== DATA FOR THIS EXERCISE
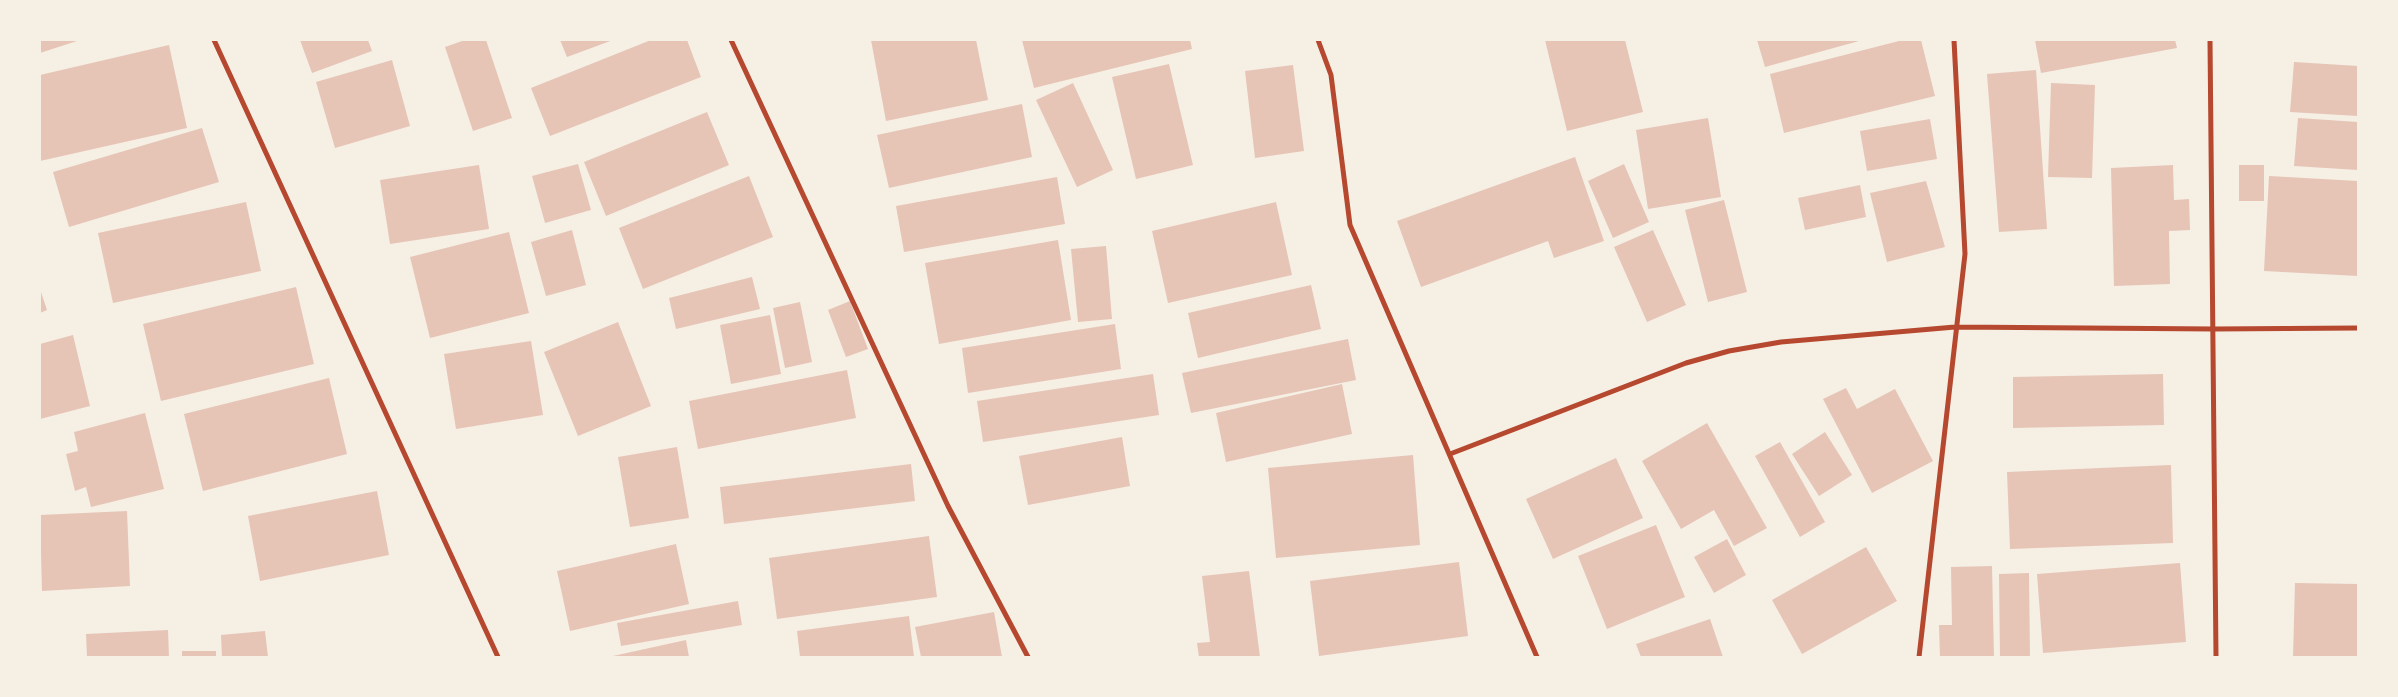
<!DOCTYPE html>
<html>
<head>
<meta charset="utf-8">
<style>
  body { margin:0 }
  #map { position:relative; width:2398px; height:697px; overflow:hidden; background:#f6efe4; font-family:Lato,sans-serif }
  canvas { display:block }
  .frame { position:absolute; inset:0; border:41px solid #f6efe4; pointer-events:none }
</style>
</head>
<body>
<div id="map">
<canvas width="2398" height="697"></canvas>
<div class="frame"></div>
</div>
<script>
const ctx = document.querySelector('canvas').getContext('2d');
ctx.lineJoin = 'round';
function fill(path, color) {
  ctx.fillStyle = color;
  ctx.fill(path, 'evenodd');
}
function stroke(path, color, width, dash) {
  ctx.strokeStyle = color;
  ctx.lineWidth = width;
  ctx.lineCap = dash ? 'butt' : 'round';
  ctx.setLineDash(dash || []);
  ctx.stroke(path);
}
fill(new Path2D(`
  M 40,40 L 80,40 L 40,53 Z
  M 300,40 L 368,40 L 372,51 L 312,73 Z
  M 465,40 L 486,40 L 512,118 L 473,131 L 445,47 Z
  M 560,40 L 613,40 L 567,57 Z
  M 651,40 L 687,40 L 701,77 L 550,136 L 531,88 Z
  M 871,40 L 976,40 L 988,100 L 886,121 Z
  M 1022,40 L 1190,40 L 1192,49 L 1034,88 Z
  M 1545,40 L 1625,40 L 1643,112 L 1567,131 Z
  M 1757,40 L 1858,40 L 1859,41 L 1765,67 Z
  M 1903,40 L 1921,40 L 1935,96 L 1784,133 L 1770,74 Z
  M 2035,40 L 2175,40 L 2177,48 L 2041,73 Z
  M 169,45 L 187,128 L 40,161 L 40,75 Z
  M 392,60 L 410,126 L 335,148 L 316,82 Z
  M 2294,62 L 2358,66 L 2358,116 L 2290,112 Z
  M 1169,64 L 1193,165 L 1136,179 L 1112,77 Z
  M 1293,65 L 1304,151 L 1255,158 L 1245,71 Z
  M 2036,70 L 2047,229 L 1999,232 L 1987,74 Z
  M 1073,83 L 1113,170 L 1077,187 L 1036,100 Z
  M 2051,83 L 2095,85 L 2092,178 L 2048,177 Z
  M 1022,104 L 1032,157 L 889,188 L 877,135 Z
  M 707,112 L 729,165 L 606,216 L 584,162 Z
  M 1708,118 L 1721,197 L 1648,209 L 1636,130 Z
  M 2298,118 L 2358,122 L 2358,170 L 2294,166 Z
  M 1930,119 L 1937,159 L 1867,171 L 1860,131 Z
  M 202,128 L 219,182 L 69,227 L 53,172 Z
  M 1575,157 L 1604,241 L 1554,258 L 1548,241 L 1421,287 L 1397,221 Z
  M 578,164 L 591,210 L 545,223 L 532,176 Z
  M 1624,164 L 1649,222 L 1613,238 L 1588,181 Z
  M 479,165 L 489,229 L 390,244 L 380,180 Z
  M 2173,165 L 2174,200 L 2189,199 L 2190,230 L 2169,231 L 2170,284 L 2114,286 L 2111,168 Z
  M 2239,165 L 2264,165 L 2264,201 L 2239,201 Z
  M 749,176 L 773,237 L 643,289 L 619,228 Z
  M 2269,176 L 2358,181 L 2358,276 L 2264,271 Z
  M 1057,177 L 1065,224 L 904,252 L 896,206 Z
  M 1926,181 L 1945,247 L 1887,262 L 1870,193 Z
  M 1860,185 L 1866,217 L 1805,230 L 1798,198 Z
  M 1724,200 L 1747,292 L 1708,302 L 1685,210 Z
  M 246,202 L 261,271 L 113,303 L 98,233 Z
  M 1276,202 L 1292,275 L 1168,303 L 1152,231 Z
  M 572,230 L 586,285 L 546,296 L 531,242 Z
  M 1653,230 L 1686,305 L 1647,322 L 1614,247 Z
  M 509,232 L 529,313 L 430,338 L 410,257 Z
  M 1058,240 L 1071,320 L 939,344 L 925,263 Z
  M 1106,246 L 1112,319 L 1078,322 L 1071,249 Z
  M 752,277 L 760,309 L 676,329 L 669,298 Z
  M 1311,285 L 1321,329 L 1198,358 L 1188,313 Z
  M 296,287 L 314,364 L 161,401 L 143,324 Z
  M 40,289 L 47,310 L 40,313 Z
  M 850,301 L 868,349 L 846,357 L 828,310 Z
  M 800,302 L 812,362 L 785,368 L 773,308 Z
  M 770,315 L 781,374 L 731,384 L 720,325 Z
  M 618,322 L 651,406 L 578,436 L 544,352 Z
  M 1115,324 L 1121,369 L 968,393 L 962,348 Z
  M 73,335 L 90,406 L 40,419 L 40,344 Z
  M 1348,339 L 1356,380 L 1191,413 L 1182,373 Z
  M 531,341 L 543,415 L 456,429 L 444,354 Z
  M 847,370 L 856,418 L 698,449 L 689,401 Z
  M 1153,374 L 1159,415 L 983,442 L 977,401 Z
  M 2163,374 L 2164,425 L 2013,428 L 2013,377 Z
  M 329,378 L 347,454 L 203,491 L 184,414 Z
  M 1342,384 L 1352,434 L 1226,462 L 1216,413 Z
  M 1846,388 L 1857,409 L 1895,389 L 1933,461 L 1872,493 L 1823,399 Z
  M 145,413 L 164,489 L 91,507 L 86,487 L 75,491 L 66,454 L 78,451 L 74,432 Z
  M 1707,423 L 1767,528 L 1734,546 L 1714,510 L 1681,529 L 1642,461 Z
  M 1825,432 L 1852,475 L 1819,496 L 1792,454 Z
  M 1122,437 L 1130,486 L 1028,505 L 1019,456 Z
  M 1780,442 L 1825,522 L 1800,537 L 1755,456 Z
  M 677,447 L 689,518 L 630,527 L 618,457 Z
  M 1413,455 L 1420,545 L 1276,558 L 1268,468 Z
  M 1616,458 L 1643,518 L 1553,559 L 1526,499 Z
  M 911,464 L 915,501 L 724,524 L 720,487 Z
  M 2171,465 L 2173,543 L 2010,549 L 2007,472 Z
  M 377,491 L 389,555 L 260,581 L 248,516 Z
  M 127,511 L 130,586 L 42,591 L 40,515 Z
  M 1656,525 L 1685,597 L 1607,629 L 1578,556 Z
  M 929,536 L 937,597 L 777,619 L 769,558 Z
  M 1727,539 L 1746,575 L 1714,593 L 1694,557 Z
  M 676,544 L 689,604 L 570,631 L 557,571 Z
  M 1866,547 L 1897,601 L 1802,654 L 1772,600 Z
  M 1459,562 L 1468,636 L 1319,656 L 1310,581 Z
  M 2180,563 L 2186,642 L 2043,653 L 2037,574 Z
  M 1992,566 L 1994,657 L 1940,657 L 1939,625 L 1952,625 L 1951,567 Z
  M 1249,571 L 1260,657 L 1199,657 L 1197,643 L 1210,642 L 1202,576 Z
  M 2029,573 L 2030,657 L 2000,657 L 1999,574 Z
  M 2295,583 L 2358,584 L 2358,657 L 2293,657 Z
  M 738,601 L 742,625 L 621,646 L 617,623 Z
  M 994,612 L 1002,657 L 921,657 L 915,627 Z
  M 909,616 L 914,657 L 800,657 L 797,631 Z
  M 1710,619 L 1723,657 L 1641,657 L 1636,644 Z
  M 168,630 L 169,657 L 87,657 L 86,634 Z
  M 265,631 L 268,657 L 222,657 L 221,635 Z
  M 686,640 L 689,657 L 613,657 L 613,656 Z
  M 182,651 L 216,651 L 216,657 L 182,657 Z`), '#e6c5b7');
stroke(new Path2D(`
  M 214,40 L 498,657
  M 731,40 L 948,506 L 1028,657
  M 1318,40 L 1331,75 L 1350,225 L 1537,657
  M 2210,40 L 2216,657
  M 1450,454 L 1686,363 L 1729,351 L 1781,342 L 1955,327 L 2214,329 L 2358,328
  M 1919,657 L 1965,254 L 1954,40`), '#b5482f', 5);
</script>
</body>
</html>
====
INSTRUCTIONS TO FOLLOW:
Copy out each line of the data where the string "dash" appears.

RESULT OF THE EXERCISE:
function stroke(path, color, width, dash) {
  ctx.lineCap = dash ? 'butt' : 'round';
  ctx.setLineDash(dash || []);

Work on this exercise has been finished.